Problem description: Using the word "absolute" as the filter, copy each matching line from the records.

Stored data
· · · · ·

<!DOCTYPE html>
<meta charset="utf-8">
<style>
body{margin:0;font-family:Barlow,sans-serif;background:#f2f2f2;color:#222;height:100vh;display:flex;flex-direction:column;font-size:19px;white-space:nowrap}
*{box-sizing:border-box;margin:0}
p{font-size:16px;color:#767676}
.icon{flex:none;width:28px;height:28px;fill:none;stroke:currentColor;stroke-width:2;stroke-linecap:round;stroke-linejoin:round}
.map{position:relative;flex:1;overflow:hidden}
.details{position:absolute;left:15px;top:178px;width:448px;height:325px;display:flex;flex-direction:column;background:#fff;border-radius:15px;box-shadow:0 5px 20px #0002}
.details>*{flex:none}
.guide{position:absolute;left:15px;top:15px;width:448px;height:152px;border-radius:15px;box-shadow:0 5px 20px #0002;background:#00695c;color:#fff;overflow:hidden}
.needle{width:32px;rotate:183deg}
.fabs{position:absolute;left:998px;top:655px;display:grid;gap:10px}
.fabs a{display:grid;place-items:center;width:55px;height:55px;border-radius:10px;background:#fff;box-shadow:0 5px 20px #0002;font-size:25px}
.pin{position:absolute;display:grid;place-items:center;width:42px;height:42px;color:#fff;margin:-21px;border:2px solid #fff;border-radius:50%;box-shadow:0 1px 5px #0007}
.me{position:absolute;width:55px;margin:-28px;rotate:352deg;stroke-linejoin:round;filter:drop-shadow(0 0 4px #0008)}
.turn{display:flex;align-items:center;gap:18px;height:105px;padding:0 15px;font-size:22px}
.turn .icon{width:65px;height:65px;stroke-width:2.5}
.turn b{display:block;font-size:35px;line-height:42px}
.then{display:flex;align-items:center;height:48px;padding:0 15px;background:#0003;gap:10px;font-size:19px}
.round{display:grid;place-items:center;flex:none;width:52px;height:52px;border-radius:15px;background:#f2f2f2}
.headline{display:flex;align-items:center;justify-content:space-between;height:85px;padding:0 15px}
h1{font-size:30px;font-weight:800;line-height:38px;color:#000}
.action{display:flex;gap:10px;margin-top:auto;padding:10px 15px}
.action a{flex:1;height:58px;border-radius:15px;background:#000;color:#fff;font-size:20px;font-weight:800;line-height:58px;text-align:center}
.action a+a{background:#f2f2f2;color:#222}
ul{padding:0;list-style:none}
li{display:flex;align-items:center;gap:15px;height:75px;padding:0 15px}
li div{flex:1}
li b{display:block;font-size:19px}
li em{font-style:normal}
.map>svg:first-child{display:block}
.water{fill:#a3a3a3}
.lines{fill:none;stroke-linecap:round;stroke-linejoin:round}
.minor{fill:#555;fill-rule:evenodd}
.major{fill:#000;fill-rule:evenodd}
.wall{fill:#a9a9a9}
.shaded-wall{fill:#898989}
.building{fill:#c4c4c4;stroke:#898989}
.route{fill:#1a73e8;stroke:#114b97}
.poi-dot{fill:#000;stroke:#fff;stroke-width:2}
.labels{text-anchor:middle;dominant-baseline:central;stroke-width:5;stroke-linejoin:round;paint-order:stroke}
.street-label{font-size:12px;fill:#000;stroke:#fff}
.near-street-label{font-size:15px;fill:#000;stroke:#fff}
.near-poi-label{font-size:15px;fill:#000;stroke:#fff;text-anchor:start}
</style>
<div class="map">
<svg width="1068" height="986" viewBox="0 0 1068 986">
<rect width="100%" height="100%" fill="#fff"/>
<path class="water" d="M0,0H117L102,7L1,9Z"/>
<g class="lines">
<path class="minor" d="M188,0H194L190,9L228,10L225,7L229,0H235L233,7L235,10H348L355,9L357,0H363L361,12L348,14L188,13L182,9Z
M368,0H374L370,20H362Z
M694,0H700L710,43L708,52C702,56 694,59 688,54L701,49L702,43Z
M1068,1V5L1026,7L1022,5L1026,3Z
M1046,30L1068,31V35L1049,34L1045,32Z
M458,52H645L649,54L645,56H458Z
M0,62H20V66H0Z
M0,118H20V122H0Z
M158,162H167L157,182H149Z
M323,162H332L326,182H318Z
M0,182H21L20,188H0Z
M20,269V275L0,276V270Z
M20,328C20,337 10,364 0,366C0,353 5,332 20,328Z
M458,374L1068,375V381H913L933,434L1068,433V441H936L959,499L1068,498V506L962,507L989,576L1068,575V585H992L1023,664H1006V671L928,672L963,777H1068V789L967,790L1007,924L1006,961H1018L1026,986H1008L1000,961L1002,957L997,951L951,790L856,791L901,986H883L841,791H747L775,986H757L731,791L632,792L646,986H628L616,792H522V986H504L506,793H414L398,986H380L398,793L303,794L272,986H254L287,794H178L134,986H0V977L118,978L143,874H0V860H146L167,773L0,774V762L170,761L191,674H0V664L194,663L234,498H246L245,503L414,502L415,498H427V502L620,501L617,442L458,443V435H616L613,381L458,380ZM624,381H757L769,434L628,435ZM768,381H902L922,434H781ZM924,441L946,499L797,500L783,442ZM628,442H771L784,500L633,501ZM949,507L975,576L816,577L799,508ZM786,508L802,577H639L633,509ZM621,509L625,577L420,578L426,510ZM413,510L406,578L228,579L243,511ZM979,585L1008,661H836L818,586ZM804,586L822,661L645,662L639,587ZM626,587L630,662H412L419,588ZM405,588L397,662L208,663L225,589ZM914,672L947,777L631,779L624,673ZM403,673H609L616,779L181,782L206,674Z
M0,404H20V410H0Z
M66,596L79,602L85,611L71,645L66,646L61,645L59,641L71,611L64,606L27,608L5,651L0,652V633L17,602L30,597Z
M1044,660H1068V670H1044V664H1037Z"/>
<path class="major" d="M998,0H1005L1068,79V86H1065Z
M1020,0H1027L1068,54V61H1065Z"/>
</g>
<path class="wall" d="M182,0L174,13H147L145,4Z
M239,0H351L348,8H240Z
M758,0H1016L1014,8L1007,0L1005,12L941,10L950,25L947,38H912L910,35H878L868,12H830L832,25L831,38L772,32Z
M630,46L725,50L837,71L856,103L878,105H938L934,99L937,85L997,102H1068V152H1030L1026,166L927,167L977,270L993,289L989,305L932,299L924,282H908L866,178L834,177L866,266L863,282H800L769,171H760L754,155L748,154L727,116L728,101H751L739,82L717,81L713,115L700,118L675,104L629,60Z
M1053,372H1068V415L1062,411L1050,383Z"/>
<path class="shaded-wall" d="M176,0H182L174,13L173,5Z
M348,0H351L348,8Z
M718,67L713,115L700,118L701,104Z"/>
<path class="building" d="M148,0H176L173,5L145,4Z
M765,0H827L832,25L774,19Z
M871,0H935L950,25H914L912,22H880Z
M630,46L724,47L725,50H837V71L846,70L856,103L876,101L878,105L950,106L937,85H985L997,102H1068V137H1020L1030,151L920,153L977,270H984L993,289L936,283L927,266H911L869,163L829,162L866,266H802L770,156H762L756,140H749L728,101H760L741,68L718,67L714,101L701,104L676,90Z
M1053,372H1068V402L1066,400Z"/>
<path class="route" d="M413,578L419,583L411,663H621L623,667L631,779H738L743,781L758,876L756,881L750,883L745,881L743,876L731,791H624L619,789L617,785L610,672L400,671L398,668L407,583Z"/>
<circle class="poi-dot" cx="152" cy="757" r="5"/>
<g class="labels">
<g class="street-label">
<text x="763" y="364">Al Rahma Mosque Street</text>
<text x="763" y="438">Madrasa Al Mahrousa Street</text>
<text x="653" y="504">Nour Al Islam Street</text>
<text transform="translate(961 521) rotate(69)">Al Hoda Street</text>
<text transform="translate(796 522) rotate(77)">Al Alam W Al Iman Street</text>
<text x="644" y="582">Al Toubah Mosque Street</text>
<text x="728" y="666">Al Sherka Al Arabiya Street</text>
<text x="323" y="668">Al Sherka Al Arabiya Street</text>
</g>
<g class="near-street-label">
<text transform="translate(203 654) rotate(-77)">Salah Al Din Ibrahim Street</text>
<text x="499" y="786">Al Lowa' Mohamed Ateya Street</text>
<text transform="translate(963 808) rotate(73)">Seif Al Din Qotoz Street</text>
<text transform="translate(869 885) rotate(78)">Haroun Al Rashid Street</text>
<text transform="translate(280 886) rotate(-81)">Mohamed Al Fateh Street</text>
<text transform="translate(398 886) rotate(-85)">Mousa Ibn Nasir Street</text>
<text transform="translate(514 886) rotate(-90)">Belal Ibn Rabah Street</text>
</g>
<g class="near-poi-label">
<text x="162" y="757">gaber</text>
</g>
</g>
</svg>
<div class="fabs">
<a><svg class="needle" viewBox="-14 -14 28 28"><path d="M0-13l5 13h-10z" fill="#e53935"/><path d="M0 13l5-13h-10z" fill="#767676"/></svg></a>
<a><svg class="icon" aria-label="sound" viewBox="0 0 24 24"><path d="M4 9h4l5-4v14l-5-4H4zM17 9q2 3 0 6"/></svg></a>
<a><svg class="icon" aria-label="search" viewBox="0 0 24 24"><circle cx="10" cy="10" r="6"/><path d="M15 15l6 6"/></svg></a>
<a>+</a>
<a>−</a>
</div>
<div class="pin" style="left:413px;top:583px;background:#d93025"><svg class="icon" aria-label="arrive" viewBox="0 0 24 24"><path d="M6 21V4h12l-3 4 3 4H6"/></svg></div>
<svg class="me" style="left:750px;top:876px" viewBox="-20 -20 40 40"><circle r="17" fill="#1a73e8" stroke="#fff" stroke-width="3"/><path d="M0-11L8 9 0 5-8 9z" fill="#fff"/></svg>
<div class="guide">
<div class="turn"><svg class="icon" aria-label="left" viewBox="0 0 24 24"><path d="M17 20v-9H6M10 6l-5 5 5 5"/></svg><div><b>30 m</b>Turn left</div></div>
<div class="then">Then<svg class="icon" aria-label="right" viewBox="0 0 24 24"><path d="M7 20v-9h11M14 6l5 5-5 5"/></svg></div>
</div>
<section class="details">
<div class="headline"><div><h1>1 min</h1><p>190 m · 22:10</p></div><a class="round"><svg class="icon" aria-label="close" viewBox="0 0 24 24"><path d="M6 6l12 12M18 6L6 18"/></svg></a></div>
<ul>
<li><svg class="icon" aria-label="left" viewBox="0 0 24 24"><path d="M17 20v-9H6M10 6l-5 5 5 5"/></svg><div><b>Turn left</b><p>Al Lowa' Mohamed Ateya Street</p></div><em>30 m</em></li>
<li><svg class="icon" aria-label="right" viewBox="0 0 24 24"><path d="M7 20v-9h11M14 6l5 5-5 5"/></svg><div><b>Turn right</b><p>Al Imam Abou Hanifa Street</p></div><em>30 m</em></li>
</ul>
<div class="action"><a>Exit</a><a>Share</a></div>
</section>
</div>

· · · · ·

Reply:
.details{position:absolute;left:15px;top:178px;width:448px;height:325px;display:flex;flex-direction:column;background:#fff;border-radius:15px;box-shadow:0 5px 20px #0002}
.guide{position:absolute;left:15px;top:15px;width:448px;height:152px;border-radius:15px;box-shadow:0 5px 20px #0002;background:#00695c;color:#fff;overflow:hidden}
.fabs{position:absolute;left:998px;top:655px;display:grid;gap:10px}
.pin{position:absolute;display:grid;place-items:center;width:42px;height:42px;color:#fff;margin:-21px;border:2px solid #fff;border-radius:50%;box-shadow:0 1px 5px #0007}
.me{position:absolute;width:55px;margin:-28px;rotate:352deg;stroke-linejoin:round;filter:drop-shadow(0 0 4px #0008)}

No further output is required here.